The Vulcan-Hart VG series features powerful, efficient burners that deliver consistent heat for optimal cooking performance. Each model's output varies based on its size, with the VG160 boasting the highest BTU output, capable of handling heavy-duty cooking requirements, while the smaller VG24 model suits establishments with limited space or lower volume cooking needs. Despite size differences, all models are designed to provide a high level of energy efficiency, which translates into lower operating costs for foodservice operators.

One of the standout features of the VG series is its heavy-duty construction. Built with stainless steel exteriors, these burners are not only aesthetically pleasing but also durable, resisting corrosion and wear from daily use. The cast iron grates provide excellent heat retention and distribution, ensuring that food cooks evenly and efficiently. Additionally, the open burner design allows for easy cleaning and maintenance, a critical factor in busy kitchens.

Technologically, the Vulcan-Hart VG series incorporates innovative features such as adjustable burner flames, allowing chefs to control heat levels precisely. This flexibility is essential for various cooking methods, from simmering sauces to boiling pasta.

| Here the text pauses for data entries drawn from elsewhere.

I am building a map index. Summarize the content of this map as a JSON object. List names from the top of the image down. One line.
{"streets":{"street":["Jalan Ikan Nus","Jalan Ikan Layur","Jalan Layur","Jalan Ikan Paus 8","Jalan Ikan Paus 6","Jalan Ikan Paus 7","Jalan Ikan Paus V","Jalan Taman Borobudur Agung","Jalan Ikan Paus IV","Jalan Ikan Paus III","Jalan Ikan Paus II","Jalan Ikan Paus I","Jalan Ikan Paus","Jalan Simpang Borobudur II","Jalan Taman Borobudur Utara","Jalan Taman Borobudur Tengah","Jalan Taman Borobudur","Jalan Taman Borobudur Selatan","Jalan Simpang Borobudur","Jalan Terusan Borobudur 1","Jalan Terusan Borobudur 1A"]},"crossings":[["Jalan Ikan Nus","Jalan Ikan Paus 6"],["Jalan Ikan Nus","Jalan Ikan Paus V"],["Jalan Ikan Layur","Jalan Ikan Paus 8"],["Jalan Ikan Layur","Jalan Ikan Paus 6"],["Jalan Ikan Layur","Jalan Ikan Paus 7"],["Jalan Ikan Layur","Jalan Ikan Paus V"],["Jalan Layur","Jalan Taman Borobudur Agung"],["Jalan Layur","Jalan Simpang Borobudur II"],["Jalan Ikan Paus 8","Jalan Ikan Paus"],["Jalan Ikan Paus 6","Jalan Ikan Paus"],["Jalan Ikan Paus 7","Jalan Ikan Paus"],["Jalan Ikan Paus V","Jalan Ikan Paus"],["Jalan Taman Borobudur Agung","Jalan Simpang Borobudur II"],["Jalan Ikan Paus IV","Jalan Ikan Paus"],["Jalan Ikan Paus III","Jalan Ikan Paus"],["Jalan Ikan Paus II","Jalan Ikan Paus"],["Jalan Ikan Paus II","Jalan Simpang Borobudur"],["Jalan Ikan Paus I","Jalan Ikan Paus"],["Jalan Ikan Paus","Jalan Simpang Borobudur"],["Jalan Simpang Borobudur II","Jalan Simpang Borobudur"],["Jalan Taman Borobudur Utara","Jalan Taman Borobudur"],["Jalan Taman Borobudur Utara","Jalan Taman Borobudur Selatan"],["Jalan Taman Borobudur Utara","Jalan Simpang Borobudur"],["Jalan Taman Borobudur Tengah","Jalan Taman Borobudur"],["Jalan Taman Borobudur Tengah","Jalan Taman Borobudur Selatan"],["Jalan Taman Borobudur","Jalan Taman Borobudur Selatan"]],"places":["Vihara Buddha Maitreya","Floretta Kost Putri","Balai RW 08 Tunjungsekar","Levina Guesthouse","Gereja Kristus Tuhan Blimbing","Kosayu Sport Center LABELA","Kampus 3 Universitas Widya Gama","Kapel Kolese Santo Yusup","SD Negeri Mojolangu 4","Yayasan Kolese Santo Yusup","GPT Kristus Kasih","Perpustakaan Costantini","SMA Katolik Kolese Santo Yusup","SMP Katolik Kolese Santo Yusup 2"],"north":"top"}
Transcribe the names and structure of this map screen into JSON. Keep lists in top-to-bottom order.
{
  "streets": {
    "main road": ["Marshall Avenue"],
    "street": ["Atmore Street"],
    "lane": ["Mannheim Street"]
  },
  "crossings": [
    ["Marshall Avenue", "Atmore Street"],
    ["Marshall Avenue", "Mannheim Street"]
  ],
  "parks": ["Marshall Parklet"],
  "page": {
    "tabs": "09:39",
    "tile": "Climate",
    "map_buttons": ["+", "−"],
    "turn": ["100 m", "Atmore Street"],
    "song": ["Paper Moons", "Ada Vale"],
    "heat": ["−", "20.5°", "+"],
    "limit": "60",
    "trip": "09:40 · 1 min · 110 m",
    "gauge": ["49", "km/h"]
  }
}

The series also includes models compatible with various gas types, ensuring that operators can choose what best fits their establishment's needs.

Safety is another priority within the VG series design. Each burner is equipped with a flame failure safety feature which automatically shuts off gas flow if the flame goes out. This enhances safety in high-pressure kitchen environments, providing peace of mind for operators and staff alike.

In summary, Vulcan-Hart VG48, VG160, VG36, VG24, and VG60 models are synonymous with performance, durability, and safety. They represent the best in commercial cooking technology, catering to a wide range of operational requirements while maintaining efficiency and reliability. For any foodservice operator seeking quality and dependability in their cooking equipment, the Vulcan-Hart VG series is an excellent choice.